Frappes du Tchad contre les jihadistes : bilan tragique pour les pêcheurs
Des pêcheurs nigérians auraient péri dans des frappes aériennes orchestrées par l’armée tchadienne au cours des trois derniers jours. Ces attaques, ciblant des positions de Boko Haram dans le nord-est du Nigeria, plus précisément sur les rives du lac Tchad, ont été rapportées par des témoins proches d’un groupe d’autodéfense local.
« Il est actuellement impossible d’établir un bilan exact des victimes, l’opération militaire étant toujours en cours », confie un informateur sous anonymat.
Des attaques en réponse à une offensive jihadiste
Selon les mêmes sources, des chasseurs tchadiens déploient depuis vendredi des bombardements sur plusieurs îles du lac Tchad, situées à proximité de la frontière tchadienne. Ces représailles font suite à une attaque meurtrière perpétrée par Boko Haram le 4 mai contre une base de l’armée tchadienne. Ce raid a causé la mort d’au moins 24 soldats et laissé d’autres membres des forces armées blessés.
Une île stratégique sous contrôle jihadiste
Les frappes visaient principalement l’île de Shuwa, un point de rencontre des frontières lacustres entre le Nigeria, le Niger et le Tchad. Ce territoire, considéré comme un bastion de Boko Haram, sert également de plaque tournante pour les activités de pêche locale. Des centaines de pêcheurs, majoritairement nigérians, s’y rendent régulièrement après avoir versé une redevance aux jihadistes pour accéder aux zones poissonneuses.

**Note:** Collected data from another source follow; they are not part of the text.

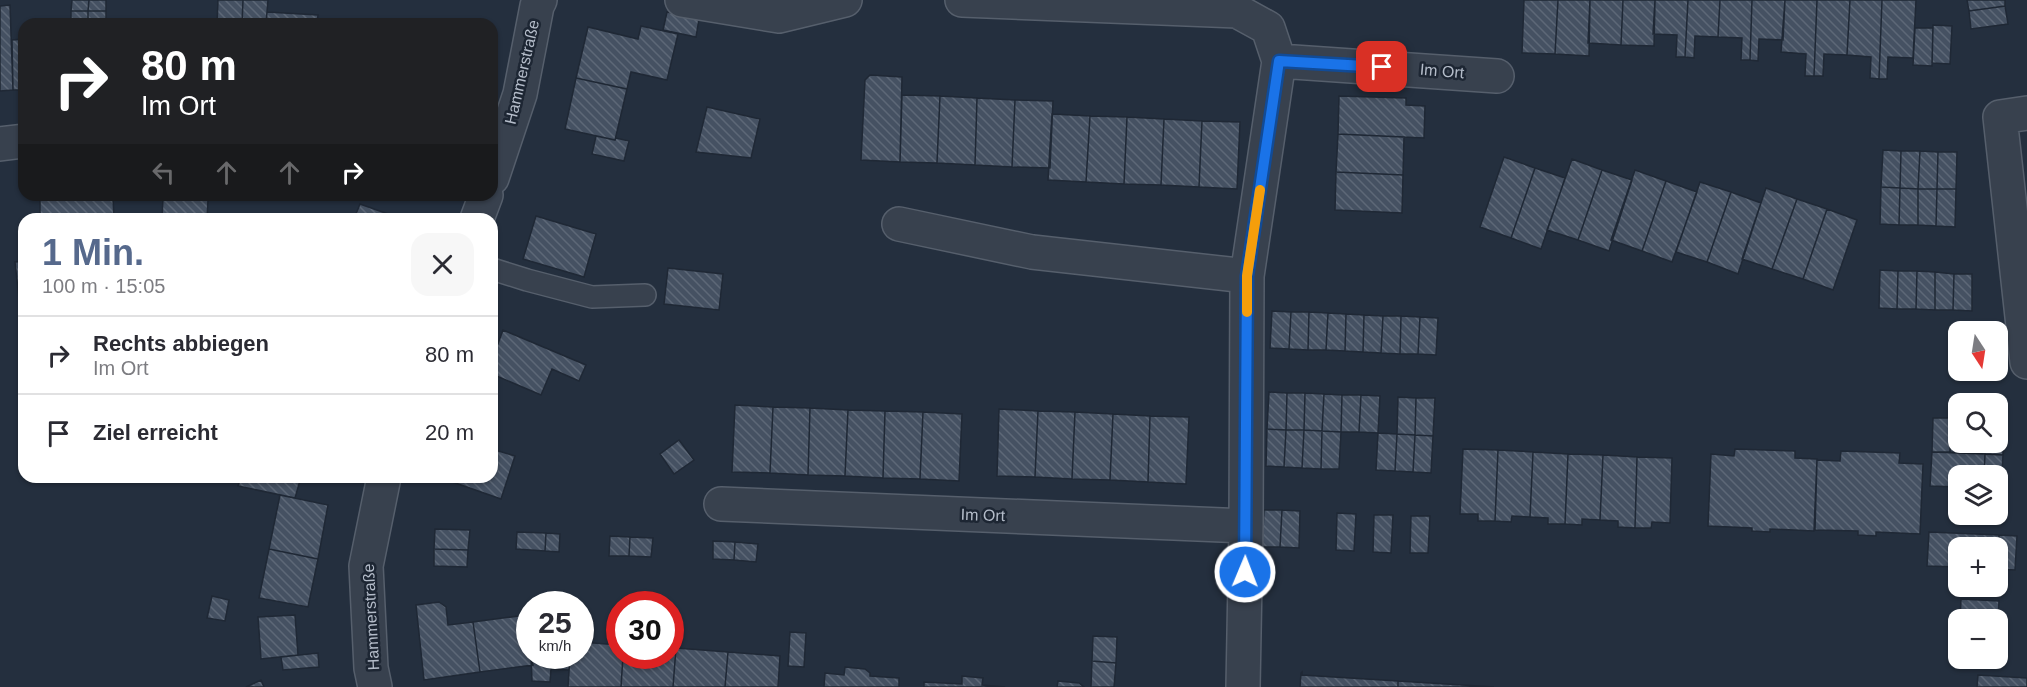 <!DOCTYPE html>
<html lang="de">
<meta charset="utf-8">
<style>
body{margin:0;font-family:Helvetica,sans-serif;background:#f7f7f7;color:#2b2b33;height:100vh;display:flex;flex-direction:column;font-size:22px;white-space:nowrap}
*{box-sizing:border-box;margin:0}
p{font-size:20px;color:#7c7c81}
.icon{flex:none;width:33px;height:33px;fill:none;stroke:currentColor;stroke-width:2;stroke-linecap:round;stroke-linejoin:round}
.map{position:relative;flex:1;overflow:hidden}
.drawer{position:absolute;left:18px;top:213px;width:480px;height:270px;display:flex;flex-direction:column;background:#fff;border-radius:18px;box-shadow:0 2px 4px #0004}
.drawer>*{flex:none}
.guide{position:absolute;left:18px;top:18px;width:480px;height:183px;border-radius:18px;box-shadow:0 2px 4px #0004;background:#202124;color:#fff;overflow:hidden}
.needle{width:39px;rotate:168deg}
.fabs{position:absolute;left:1948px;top:321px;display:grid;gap:12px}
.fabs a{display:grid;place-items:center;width:60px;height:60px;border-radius:12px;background:#fff;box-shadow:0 2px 4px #0004;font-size:30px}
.speed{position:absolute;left:516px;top:591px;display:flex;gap:12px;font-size:30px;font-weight:700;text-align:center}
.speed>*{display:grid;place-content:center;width:78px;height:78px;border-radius:50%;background:#fff;box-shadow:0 2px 4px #0004;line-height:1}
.speed small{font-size:15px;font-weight:400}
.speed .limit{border:9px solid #d22;background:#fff;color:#111}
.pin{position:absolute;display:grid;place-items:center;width:51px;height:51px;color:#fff;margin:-26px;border-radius:12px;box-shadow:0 3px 9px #0006}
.me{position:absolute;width:66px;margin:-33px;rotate:1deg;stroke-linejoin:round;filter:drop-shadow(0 0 4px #0008)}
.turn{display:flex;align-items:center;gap:21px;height:126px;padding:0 24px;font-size:27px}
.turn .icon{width:78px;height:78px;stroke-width:2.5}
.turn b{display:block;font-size:42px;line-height:51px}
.lanes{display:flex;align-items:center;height:57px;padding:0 24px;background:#0003;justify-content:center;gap:30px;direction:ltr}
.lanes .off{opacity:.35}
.round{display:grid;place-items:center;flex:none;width:63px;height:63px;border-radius:18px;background:#f7f7f7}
.headline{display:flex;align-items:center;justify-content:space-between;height:102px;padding:0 24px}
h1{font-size:36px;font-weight:600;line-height:45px;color:#56698c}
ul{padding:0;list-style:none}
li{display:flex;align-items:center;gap:18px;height:78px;padding:0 24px;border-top:2px solid #e1e1e2}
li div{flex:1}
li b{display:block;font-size:22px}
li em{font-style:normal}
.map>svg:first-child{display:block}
.building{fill:url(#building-back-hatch);stroke:#1f2835;stroke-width:1.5}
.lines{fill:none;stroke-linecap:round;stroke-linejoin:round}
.service-casing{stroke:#565f6c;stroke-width:24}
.minor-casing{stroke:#565f6c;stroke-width:36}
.service{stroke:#38414e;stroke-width:21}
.minor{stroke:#38414e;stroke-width:33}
.route-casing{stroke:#114b97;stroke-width:15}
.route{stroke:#1a73e8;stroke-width:10}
.slow{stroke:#f59e0b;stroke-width:10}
.labels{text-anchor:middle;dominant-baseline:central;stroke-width:5;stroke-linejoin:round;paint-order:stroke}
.street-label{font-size:16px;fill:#b4bcc9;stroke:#1d2633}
</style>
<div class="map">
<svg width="2027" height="687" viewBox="0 0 2027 687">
<defs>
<pattern id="building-back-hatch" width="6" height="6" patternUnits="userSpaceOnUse" patternTransform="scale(1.5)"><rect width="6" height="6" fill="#455162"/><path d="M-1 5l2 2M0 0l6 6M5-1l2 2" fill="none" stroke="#5d6877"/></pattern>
</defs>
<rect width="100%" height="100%" fill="#242f3e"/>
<path class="building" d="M72,0H89L88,11H71Z
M89,0H106V11H88Z
M218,0H243L242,24H217Z
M243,0H268L266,24H242Z
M1524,0H1558L1555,54L1522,53Z
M1558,0H1590L1589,56L1555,54Z
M1590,0H1623L1621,45L1588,43Z
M1623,0H1655L1654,46L1621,45Z
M1655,0H1688L1685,57H1676L1677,35L1653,34Z
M1688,0H1720L1718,37L1695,36L1694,58L1685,57Z
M1720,0H1752L1750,60H1741L1742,38L1718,37Z
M1752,0H1785L1783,40L1759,39L1758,61L1750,60Z
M1785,0H1817L1814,76H1805L1806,54L1781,52Z
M1817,0H1850L1847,55L1824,54L1823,76H1814Z
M1850,0H1882L1879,79L1870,78L1871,57L1847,55Z
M1882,0H1916L1913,58L1888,57L1887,79H1879Z
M1967,0H2005V6L1969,11Z
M10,5L13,90L0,91V6Z
M2005,6L2008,24L1971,29L1969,11Z
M71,11H88V24H71Z
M88,11H106V24H88Z
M267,12L318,15L317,24H266Z
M667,12L699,19L696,37L663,30Z
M1933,25L1952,26L1950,64L1932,63Z
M641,26L678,34L667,80L631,72L627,89L576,78L588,27L638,39Z
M1915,28H1933L1932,66L1913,65Z
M24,39V90H13L12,40Z
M870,75L902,77L900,162L861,160L865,80Z
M576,78L627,89L615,140L565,129Z
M902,95L940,96L937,163L900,162Z
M940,96L977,98L975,165L937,163Z
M1339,96L1406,98V105L1425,106L1424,138L1338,134Z
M977,98L1015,100L1012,167L975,165Z
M1015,100L1053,101L1050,168L1012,167Z
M707,107L760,119L751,158L696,152Z
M1052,114L1090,116L1086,182L1048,180Z
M1090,116L1127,117L1124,184L1086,182Z
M1127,117L1164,119L1161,185L1124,184Z
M1164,119L1202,121L1199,187L1161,185Z
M1202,121L1240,122L1237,189L1199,187Z
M1338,134L1404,137L1403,175L1336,172Z
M596,136L615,140L616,138L629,141L624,161L592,154Z
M1883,150L1901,151L1900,188L1881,187Z
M1901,151H1920L1918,189L1900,188Z
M1920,151L1938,152L1937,189H1918Z
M1938,152H1957L1956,189H1937Z
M1504,157L1535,168L1511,238L1480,227Z
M1572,159L1602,170L1578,240L1547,230Z
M1535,168L1565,178L1541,249L1511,238Z
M1602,170L1632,180L1609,251L1578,240Z
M1635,170L1666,181L1642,251L1611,240Z
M1336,172L1403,175L1402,213L1335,210Z
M1666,181L1697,192L1672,262L1642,251Z
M1700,182L1731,192L1707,262L1676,252Z
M1881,187L1900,188L1899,225L1880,224Z
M1766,188L1797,199L1772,269L1742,259Z
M1900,188L1918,189V225H1899Z
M1918,189H1937L1936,226L1918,225Z
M1937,189H1956L1955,227L1936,226Z
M1731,192L1761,203L1738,274L1707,262Z
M86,196V198L113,197L114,219H40V197Z
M163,197L208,200L207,219H162Z
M1797,199L1827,209L1803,279L1772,269Z
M360,204L402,219H354Z
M1827,209L1857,220L1833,290L1803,279Z
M536,216L596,234L584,277L523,259Z
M24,261V308H20L15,262Z
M668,268L723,274L719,310L664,304Z
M1880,270L1898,271L1897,309L1879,308Z
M1898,271H1917L1916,309H1897Z
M1917,271L1935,272V310L1916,309Z
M1935,272L1954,274L1953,310H1935Z
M1954,274H1972V311L1953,310Z
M1272,311L1291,312L1289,349L1270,348Z
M1291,312H1309L1308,350L1289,349Z
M1309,312L1328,313L1326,350H1308Z
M1328,313L1346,314L1345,351L1326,350Z
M1346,314L1364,315L1363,352L1345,351Z
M1364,315L1383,316L1381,353L1363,352Z
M1383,316H1401L1400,354L1381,353Z
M1401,316L1420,317L1418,354H1400Z
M1420,317L1438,318L1436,355L1418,354Z
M503,330L586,365L579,381L552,369L541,395L492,374V360Z
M1269,392L1287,393L1286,430L1267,429Z
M1287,393H1305L1304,430H1286Z
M1305,393L1324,394L1322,431L1304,430Z
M1324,394L1342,395L1341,432L1322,431Z
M1342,395H1361L1359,432H1341Z
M1361,395L1380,396L1378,433L1359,432Z
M1398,397L1416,398L1415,435L1397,434Z
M1416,398H1435L1433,436L1415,435Z
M735,405L773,407L770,473L732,472Z
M773,407L810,408L808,475L770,473Z
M810,408L848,410L845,476L808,475Z
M999,409L1038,411L1035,477L997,476Z
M848,410L885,411L883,478L845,476Z
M885,411L923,412L920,479L883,478Z
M1038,411L1075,412L1072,479L1035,477Z
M923,412L962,414L959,481L920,479Z
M1075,412L1113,414L1110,480L1072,479Z
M1113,414L1150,416L1148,482L1110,480Z
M1150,416L1189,417L1186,484L1148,482Z
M1933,418H1951L1950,452H1932Z
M1951,418L1959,419V442H1998V421H2004L2003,455L1950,452Z
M1267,429L1286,430L1284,467L1266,466Z
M1286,430H1304L1302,468L1284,467Z
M1304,430L1322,431L1321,469L1302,468Z
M1322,431L1341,432L1339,469H1321Z
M1378,433L1397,434L1395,471L1376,470Z
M1397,434L1415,435L1413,472L1395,471Z
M1415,435L1433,436L1431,473L1413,472Z
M679,440L694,460L674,474L660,454Z
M492,449L515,456L501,499L444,479L445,477H492Z
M1463,449L1498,450L1495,521H1478V514H1460Z
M1735,449L1795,451V458L1817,459L1814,531L1770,529V532L1752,531V528L1708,526L1711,454L1734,456Z
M1498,450L1533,452L1530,517L1512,516L1511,522L1495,521Z
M1841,451L1900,453L1899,463L1923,464L1920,534L1876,532V536L1858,535V531L1815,530L1817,460L1840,461Z
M1533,452L1568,454L1565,524H1548V518L1530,517Z
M1932,452L1985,454L1984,476H1959V487L1930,486Z
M1568,454L1603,455L1600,520L1582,519V525L1565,524Z
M1985,454L2003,455L2001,489H1998V476H1984Z
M1603,455L1637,457L1635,528L1618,527V521L1600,520Z
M1637,457L1672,458L1670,523L1652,522L1651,528H1635Z
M241,477H301L295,498L238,486Z
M280,495L328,505L318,559L269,549Z
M1264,510H1282L1280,547H1262Z
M1282,510L1300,511L1299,548L1280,547Z
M1337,513L1356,514L1354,551L1336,550Z
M1374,515H1393L1391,553L1373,552Z
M1411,516H1430L1428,553H1410Z
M435,529L470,530L468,550L434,549Z
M517,532L546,533L545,551L516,549Z
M1929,532L1999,535L1998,561V548H1959V567L1927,566Z
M546,533L560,534L559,552L545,551Z
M1999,535L2017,536L2015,570L1998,569Z
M610,536L630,537L629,556H609Z
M630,537L653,538L651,557L629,556Z
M713,541L735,542L734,560L713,559Z
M735,542L758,544L756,562L734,560Z
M269,549L318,559L308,607L259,598Z
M434,549L468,550L467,567L434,566Z
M212,596L229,600L225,621L207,618Z
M1961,599L1999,601L1998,620H1960Z
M439,602L446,607L448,625L473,622L480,672L424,680L416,605Z
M295,615L298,655L261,659L258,617Z
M526,615L530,656H531L533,665L480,672L473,622Z
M790,632L806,633L804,667L788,666Z
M1093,636L1117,637L1116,663L1092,661Z
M580,642L620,645V656H623L621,687H568L570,656H580Z
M670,648H676L673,687H621L623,656H670Z
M676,648L728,652L725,687H673Z
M728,652L780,656L778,687H725Z
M318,653L319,667L283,670L281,657Z
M531,656H552L550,682L532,681Z
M552,656H570L569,670L551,669Z
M1092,661L1116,663L1114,687H1091Z
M845,667L865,669L870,673V676L899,678V687H824L825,673L844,675Z
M1302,672V675L1398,681V687H1300L1301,673Z
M1978,675L2027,678V687H1977Z
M962,676L983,678L982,685L1005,687H924V682L962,684Z
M261,680L264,687H246Z
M1058,681L1079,683L1084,687H1057Z
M1398,681L1494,687H1398Z"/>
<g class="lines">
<g class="service-casing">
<path id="service" d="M492,269L527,280L592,297L645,295"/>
</g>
<g class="minor-casing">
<path id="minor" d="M682,0L779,16L845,0
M962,0L1237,11L1268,28L1279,61L1247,276L1246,526L1243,687
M1279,61L1497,76
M2027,113L2000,117L2027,362
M0,144L24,141
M492,178L520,94L537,6L540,0
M477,219L486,195
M899,224L1032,252L1247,276
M721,504L1246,526
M375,687L371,668L366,566L384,477"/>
</g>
<use href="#service" class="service"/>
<use href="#minor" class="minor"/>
</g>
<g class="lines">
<g class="route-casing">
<path id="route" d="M1245,572L1247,276L1279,61L1382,67"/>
</g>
<use href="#route" class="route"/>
<path class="slow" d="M1247,312V276L1260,190"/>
</g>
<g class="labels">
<g class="street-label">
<text transform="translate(1442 71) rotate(5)">Im Ort</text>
<text transform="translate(522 72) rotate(-77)">Hammerstraße</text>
<text transform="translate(983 515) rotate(2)">Im Ort</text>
<text transform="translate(371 617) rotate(-93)">Hammerstraße</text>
</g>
</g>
</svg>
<div class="fabs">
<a><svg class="needle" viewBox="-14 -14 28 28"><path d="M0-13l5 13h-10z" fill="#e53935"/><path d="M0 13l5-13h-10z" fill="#7c7c81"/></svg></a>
<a><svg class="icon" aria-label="search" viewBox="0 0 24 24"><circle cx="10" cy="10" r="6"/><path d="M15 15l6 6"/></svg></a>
<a><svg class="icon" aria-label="layers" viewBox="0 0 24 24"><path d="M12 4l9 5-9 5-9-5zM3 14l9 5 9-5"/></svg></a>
<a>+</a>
<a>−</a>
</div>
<div class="speed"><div>25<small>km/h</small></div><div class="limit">30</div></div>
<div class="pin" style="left:1382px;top:67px;background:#d93025"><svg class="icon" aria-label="arrive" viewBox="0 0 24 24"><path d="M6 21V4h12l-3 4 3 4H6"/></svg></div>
<svg class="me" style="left:1245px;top:572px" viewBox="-20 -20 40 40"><circle r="17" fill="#1a73e8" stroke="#fff" stroke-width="3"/><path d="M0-11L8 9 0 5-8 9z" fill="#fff"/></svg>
<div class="guide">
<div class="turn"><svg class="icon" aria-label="right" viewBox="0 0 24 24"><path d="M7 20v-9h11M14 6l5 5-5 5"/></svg><div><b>80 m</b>Im Ort</div></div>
<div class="lanes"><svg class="icon off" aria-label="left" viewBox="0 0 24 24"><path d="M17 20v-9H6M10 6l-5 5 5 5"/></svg><svg class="icon off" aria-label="ahead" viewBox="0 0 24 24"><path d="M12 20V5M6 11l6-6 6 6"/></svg><svg class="icon off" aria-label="ahead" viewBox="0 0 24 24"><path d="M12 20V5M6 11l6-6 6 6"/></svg><svg class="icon" aria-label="right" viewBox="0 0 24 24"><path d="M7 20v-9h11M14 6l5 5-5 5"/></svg></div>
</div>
<section class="drawer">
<div class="headline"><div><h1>1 Min.</h1><p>100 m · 15:05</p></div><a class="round"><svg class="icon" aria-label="close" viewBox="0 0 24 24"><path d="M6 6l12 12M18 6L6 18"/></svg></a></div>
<ul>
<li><svg class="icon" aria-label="right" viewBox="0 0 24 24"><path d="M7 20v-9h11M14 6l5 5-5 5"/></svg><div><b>Rechts abbiegen</b><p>Im Ort</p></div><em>80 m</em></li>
<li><svg class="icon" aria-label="arrive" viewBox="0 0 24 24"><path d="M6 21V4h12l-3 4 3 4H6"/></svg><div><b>Ziel erreicht</b></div><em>20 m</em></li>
</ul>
</section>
</div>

Un bilan humain déjà lourd
Un représentant syndical de la pêche a partagé un témoignage alarmant : « Quarante pêcheurs nigérians sont portés disparus et présumés morts, probablement noyés après les bombardements ». Ces déclarations s’appuient sur les récits de rescapés ayant fui la zone des combats.
Adamu Haladu, un pêcheur originaire de la ville nigériane de Baga, complète ce tableau : « Beaucoup de personnes ont péri lors de ces attaques. La majorité des victimes proviennent de Doron Baga, une localité riveraine du lac au Nigeria, ainsi que de l’État de Taraba. Tout le monde sait que les pêcheurs paient un impôt à Boko Haram pour exploiter ces îles au poisson abondant ».
Des erreurs de ciblage récurrentes
À ce jour, l’armée tchadienne n’a pas réagi publiquement à ces accusations. Pourtant, ce n’est pas la première fois que ses opérations soulèvent des questions sur des victimes civiles confondues avec des jihadistes.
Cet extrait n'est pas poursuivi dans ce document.